Your task:
Start at the line below containing "width:130px; height:130px; stroke-width:2.5" and stop at the line containing "display:flex; justify-content:space-between; align-items:center;". Repeat every line of that stretch exactly, and nothing outside it.

Data records:
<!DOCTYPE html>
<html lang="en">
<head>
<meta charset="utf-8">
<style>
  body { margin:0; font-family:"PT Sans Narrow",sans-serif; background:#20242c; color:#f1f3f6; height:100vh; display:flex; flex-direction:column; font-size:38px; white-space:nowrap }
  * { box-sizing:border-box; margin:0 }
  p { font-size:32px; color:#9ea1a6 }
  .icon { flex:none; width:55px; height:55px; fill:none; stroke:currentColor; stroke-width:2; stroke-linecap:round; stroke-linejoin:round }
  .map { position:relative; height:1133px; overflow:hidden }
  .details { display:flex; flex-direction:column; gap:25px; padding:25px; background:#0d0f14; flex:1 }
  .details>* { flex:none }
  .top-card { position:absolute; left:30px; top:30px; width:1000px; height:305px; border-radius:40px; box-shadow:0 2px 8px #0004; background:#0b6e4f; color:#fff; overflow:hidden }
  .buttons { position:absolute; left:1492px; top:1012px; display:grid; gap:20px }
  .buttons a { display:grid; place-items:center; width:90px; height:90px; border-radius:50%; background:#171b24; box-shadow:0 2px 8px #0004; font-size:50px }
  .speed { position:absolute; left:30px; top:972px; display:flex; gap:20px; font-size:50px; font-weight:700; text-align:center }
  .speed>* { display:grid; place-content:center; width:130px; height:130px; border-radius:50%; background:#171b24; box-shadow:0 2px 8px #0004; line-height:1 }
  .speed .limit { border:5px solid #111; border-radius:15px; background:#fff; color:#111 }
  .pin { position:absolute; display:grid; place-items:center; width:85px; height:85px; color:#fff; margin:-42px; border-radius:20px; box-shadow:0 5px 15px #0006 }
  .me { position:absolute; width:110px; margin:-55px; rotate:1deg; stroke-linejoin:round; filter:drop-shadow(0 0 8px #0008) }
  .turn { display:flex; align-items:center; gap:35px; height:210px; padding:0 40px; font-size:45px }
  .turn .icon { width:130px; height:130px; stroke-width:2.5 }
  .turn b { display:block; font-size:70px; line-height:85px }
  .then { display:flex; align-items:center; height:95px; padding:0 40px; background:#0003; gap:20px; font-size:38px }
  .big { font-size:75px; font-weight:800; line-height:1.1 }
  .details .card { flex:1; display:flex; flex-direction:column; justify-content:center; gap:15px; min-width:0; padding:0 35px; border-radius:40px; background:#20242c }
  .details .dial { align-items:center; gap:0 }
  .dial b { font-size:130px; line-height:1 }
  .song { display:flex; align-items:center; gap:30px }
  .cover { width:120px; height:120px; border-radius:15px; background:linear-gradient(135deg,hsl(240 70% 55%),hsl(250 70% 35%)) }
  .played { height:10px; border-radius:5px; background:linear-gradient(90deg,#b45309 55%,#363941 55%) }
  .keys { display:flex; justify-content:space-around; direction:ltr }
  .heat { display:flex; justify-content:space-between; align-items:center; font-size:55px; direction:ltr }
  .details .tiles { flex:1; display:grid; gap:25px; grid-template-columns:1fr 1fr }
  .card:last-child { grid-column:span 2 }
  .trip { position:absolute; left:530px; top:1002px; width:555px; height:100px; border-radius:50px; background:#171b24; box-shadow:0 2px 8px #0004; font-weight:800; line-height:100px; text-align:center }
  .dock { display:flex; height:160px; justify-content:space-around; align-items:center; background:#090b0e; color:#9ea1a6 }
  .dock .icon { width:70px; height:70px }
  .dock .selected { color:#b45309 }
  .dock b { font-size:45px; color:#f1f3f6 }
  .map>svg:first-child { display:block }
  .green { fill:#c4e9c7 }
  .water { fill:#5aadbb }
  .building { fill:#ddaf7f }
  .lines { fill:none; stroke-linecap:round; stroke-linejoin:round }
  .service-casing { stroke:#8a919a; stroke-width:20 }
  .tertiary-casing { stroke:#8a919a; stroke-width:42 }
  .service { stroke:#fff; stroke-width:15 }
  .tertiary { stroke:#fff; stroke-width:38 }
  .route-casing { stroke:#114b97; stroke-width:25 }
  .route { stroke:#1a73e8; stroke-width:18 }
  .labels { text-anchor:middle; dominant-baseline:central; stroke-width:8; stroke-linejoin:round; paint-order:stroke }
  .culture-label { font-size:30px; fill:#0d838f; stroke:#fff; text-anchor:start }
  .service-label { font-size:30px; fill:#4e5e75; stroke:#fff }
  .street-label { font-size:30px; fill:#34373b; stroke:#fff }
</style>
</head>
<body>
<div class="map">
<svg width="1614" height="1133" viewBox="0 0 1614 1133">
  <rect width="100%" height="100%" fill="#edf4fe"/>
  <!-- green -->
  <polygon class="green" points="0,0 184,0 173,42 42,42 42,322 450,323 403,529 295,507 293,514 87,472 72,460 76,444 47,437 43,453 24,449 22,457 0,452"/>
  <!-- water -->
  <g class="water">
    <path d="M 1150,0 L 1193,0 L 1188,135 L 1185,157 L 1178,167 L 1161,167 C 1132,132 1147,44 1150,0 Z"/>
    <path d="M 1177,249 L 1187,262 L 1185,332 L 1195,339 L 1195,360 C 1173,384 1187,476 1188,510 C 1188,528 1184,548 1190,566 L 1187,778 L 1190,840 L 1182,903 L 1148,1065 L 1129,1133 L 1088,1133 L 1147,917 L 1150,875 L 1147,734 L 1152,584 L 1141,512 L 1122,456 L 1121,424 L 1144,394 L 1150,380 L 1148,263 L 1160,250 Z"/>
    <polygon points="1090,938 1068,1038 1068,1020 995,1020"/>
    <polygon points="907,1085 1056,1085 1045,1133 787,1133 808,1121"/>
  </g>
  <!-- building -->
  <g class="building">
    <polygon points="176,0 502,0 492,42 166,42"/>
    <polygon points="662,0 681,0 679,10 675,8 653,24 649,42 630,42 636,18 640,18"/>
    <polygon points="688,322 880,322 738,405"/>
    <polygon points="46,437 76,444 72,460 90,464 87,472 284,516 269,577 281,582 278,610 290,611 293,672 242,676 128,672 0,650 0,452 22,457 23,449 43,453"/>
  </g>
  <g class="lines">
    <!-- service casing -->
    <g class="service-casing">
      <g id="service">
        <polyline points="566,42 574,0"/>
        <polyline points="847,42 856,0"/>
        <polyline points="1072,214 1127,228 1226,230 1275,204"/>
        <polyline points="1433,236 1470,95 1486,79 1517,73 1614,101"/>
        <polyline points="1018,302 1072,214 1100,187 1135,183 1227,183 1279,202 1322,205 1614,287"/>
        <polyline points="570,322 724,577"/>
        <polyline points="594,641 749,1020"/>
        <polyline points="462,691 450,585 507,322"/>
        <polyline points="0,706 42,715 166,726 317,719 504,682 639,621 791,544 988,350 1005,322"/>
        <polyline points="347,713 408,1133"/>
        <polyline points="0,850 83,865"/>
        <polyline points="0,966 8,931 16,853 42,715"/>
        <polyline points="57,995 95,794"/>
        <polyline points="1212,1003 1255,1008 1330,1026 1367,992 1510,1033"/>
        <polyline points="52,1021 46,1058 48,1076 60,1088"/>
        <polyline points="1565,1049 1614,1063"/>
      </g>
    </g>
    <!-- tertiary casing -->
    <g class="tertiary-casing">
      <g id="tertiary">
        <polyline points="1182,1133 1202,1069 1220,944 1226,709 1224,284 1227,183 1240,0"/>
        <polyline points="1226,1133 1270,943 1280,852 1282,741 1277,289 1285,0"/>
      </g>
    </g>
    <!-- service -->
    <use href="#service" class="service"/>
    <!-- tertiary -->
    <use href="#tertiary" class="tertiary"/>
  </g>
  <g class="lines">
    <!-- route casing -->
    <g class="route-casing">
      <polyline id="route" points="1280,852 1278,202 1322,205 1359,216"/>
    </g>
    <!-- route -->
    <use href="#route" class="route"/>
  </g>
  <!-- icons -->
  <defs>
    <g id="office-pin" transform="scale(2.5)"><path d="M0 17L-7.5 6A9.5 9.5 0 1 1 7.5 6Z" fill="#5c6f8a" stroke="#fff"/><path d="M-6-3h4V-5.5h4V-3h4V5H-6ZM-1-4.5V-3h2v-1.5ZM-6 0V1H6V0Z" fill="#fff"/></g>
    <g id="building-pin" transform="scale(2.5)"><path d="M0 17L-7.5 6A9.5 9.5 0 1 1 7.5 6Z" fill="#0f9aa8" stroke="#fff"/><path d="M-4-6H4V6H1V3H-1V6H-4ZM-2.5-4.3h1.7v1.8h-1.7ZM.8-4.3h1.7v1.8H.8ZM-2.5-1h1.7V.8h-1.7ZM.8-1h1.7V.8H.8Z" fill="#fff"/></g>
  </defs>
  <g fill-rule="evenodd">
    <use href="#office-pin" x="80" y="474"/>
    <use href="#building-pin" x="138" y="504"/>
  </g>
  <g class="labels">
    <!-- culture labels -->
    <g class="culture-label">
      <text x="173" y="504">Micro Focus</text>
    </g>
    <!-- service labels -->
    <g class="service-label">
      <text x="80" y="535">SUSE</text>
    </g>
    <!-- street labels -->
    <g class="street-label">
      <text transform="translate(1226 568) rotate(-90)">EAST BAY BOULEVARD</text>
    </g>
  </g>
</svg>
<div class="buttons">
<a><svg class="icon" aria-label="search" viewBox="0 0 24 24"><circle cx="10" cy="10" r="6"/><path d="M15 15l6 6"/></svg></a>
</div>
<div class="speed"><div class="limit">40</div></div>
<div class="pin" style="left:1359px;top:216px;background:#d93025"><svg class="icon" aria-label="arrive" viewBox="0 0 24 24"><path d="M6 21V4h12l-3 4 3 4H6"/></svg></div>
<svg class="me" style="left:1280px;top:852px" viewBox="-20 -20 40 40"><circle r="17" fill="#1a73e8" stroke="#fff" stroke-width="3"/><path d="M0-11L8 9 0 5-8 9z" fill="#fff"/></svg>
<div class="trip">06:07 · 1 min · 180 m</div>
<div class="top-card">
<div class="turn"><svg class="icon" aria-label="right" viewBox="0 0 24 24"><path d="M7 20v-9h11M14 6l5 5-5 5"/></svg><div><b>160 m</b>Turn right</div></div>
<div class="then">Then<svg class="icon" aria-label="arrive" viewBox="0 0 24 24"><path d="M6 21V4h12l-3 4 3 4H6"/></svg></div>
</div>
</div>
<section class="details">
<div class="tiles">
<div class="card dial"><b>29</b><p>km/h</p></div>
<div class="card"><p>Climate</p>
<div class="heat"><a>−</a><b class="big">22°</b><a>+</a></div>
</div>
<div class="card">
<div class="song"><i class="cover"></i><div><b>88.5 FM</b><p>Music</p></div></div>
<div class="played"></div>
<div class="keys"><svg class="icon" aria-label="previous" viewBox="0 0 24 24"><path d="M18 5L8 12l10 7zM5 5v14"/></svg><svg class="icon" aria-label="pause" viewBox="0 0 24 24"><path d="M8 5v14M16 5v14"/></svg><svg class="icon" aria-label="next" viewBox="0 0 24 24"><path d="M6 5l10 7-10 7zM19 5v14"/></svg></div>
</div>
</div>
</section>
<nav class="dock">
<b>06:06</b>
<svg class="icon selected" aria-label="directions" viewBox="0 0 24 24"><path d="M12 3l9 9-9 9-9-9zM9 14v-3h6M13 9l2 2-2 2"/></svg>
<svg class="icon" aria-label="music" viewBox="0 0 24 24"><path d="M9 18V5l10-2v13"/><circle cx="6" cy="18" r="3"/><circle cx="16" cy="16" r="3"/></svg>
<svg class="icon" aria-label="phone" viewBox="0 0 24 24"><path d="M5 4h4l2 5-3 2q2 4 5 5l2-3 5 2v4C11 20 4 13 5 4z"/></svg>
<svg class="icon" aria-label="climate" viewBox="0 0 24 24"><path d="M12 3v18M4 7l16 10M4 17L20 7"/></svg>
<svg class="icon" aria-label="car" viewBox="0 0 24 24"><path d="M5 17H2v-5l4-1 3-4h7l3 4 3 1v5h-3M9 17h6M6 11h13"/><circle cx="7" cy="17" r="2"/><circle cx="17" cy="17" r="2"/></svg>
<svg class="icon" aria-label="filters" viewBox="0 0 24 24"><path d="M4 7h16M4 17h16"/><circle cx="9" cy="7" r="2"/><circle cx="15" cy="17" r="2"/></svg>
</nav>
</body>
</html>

Problem solution:
  .turn .icon { width:130px; height:130px; stroke-width:2.5 }
  .turn b { display:block; font-size:70px; line-height:85px }
  .then { display:flex; align-items:center; height:95px; padding:0 40px; background:#0003; gap:20px; font-size:38px }
  .big { font-size:75px; font-weight:800; line-height:1.1 }
  .details .card { flex:1; display:flex; flex-direction:column; justify-content:center; gap:15px; min-width:0; padding:0 35px; border-radius:40px; background:#20242c }
  .details .dial { align-items:center; gap:0 }
  .dial b { font-size:130px; line-height:1 }
  .song { display:flex; align-items:center; gap:30px }
  .cover { width:120px; height:120px; border-radius:15px; background:linear-gradient(135deg,hsl(240 70% 55%),hsl(250 70% 35%)) }
  .played { height:10px; border-radius:5px; background:linear-gradient(90deg,#b45309 55%,#363941 55%) }
  .keys { display:flex; justify-content:space-around; direction:ltr }
  .heat { display:flex; justify-content:space-between; align-items:center; font-size:55px; direction:ltr }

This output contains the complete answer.